Lambdas are "pure" functions, not closures, so the following won't work:

var l = require('lambda-js');
var foo = 'bar';
var impureLambda = l('baz', 'foo + baz'); // Will throw a ReferenceError, foo not defined

But pure functions are perfectly predictable because their output is totally determined by their inputs, and the closures where they are defined cannot affect their behavior, so it can also be useful to "scrub" a larger function with lambda-js:

var l = require('lambda-js');
var scrubbedFunction = l(function(foo, bar) {
    var foosin = Math.sin(foo*foo);
    var barrep = bar.replace(/bar/g, 'baz');
    return foosin + barrep;
});

Lambda-js attaches a pure property to the lambdas (with a value of true), which can be used by other libraries to determine if the function they have been provided is a pure function or a closure.

If you need to transmit lambdas over the wire, Lambda-js provides a simple serialization and deserialization mechanism.

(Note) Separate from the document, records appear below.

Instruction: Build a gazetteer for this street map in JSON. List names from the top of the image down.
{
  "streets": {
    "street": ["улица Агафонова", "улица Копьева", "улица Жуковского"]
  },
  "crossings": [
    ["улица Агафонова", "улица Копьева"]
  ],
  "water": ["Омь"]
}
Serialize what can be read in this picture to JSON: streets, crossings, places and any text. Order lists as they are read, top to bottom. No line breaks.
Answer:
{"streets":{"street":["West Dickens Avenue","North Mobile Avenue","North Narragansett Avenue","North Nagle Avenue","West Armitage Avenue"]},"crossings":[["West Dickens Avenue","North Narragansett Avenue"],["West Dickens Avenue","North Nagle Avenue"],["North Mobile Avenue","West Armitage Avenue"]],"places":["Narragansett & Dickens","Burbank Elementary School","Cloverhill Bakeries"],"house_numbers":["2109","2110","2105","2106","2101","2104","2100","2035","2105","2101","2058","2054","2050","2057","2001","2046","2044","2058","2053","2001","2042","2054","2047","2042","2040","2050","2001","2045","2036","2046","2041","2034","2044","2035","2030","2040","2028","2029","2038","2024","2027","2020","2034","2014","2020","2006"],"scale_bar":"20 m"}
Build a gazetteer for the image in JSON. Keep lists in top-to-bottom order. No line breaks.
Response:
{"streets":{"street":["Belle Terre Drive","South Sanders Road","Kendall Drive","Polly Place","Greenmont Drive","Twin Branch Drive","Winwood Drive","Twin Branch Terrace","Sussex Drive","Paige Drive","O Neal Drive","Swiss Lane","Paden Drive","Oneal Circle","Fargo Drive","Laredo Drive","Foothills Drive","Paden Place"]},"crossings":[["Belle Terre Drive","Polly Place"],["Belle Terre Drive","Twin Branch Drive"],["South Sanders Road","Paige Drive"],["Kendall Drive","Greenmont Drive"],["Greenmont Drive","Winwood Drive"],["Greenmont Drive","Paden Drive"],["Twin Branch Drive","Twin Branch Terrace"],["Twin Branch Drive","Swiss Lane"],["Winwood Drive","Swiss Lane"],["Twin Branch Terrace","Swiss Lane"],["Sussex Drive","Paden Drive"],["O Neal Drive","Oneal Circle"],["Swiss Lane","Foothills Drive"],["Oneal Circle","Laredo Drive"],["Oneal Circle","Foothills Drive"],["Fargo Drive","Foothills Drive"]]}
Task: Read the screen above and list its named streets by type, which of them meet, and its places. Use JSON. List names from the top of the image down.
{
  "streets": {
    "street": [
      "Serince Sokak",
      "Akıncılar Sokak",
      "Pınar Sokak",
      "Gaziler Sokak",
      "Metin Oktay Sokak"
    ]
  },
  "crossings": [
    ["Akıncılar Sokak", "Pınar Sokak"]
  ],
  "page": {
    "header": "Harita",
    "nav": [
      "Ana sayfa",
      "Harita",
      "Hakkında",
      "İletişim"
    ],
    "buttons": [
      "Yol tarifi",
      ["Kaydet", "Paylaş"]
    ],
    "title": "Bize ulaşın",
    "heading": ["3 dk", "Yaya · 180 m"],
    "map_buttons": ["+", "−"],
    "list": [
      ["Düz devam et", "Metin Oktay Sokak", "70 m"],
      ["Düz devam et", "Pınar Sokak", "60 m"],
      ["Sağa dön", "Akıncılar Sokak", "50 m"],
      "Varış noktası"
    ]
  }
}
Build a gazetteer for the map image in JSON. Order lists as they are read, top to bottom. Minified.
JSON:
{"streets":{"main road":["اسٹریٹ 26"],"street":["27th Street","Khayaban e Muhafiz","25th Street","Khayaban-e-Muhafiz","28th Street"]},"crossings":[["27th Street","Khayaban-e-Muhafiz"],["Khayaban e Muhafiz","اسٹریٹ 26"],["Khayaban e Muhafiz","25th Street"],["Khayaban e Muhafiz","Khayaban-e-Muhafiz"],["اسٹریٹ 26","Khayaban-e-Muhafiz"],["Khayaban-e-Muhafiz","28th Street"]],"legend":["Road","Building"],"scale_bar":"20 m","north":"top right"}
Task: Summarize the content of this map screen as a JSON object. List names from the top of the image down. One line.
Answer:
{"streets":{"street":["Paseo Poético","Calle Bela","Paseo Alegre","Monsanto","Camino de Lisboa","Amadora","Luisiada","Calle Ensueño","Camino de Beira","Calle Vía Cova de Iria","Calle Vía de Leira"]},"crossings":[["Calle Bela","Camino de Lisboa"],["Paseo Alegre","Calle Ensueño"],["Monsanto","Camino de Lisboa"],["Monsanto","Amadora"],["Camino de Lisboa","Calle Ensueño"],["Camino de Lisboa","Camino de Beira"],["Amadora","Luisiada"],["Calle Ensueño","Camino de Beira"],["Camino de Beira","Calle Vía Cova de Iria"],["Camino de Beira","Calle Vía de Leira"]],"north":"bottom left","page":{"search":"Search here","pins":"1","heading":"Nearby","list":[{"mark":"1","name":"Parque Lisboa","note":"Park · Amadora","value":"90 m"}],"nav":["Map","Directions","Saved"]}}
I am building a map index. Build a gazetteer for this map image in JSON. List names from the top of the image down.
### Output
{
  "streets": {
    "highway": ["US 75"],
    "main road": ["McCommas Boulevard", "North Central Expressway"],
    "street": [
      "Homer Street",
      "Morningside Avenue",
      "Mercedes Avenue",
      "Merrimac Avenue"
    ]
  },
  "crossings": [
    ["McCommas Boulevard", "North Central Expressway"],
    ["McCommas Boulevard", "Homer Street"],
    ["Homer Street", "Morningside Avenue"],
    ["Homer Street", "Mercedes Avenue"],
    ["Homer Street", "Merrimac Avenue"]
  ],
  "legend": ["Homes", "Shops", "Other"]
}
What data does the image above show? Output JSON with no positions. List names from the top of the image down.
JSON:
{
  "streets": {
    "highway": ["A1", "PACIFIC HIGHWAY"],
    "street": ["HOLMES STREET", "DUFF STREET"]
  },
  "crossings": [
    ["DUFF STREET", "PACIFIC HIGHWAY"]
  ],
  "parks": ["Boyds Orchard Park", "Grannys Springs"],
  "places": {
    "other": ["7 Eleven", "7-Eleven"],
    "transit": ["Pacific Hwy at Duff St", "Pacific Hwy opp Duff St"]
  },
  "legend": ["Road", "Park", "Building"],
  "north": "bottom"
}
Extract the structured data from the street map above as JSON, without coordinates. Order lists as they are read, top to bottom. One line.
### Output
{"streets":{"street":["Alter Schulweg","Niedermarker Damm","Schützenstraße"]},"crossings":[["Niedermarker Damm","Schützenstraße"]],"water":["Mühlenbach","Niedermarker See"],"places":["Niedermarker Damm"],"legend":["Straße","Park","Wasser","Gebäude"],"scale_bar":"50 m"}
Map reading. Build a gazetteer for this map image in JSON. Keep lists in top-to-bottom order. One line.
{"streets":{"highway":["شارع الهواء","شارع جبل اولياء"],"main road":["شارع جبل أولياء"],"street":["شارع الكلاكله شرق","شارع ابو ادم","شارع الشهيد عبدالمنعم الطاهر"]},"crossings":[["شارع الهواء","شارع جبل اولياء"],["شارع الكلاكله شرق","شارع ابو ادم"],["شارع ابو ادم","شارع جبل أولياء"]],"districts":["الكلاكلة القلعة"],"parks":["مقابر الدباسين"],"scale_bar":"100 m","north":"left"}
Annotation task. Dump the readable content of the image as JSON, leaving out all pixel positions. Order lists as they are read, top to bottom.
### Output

var l = require('lambda-js');
var funcObj = l.serialize(function(foo, bar) {
    var foosin = Math.sin(foo*foo);
    var barrep = bar.replace(/bar/g, 'baz');
    return foosin + barrep;
});
 
var funcObjStr = JSON.stringify(funcObj); // Doesn't throw
 
var func = l.deserialize(funcObj);

License (MIT)

Copyright (C) 2012-2013 by David Ellis

Permission is hereby granted, free of charge, to any person obtaining a copy of this software and associated documentation files (the "Software"), to deal in the Software without restriction, including without limitation the rights to use, copy, modify, merge, publish, distribute, sublicense, and/or sell copies of the Software, and to permit persons to whom the Software is furnished to do so, subject to the following conditions:

The above copyright notice and this permission notice shall be included in all copies or substantial portions of the Software.

THE SOFTWARE IS PROVIDED "AS IS", WITHOUT WARRANTY OF ANY KIND, EXPRESS OR IMPLIED, INCLUDING BUT NOT LIMITED TO THE WARRANTIES OF MERCHANTABILITY, FITNESS FOR A PARTICULAR PURPOSE AND NONINFRINGEMENT. IN NO EVENT SHALL THE AUTHORS OR COPYRIGHT HOLDERS BE LIABLE FOR ANY CLAIM, DAMAGES OR OTHER LIABILITY, WHETHER IN AN ACTION OF CONTRACT, TORT OR OTHERWISE, ARISING FROM, OUT OF OR IN CONNECTION WITH THE SOFTWARE OR THE USE OR OTHER DEALINGS IN THE SOFTWARE.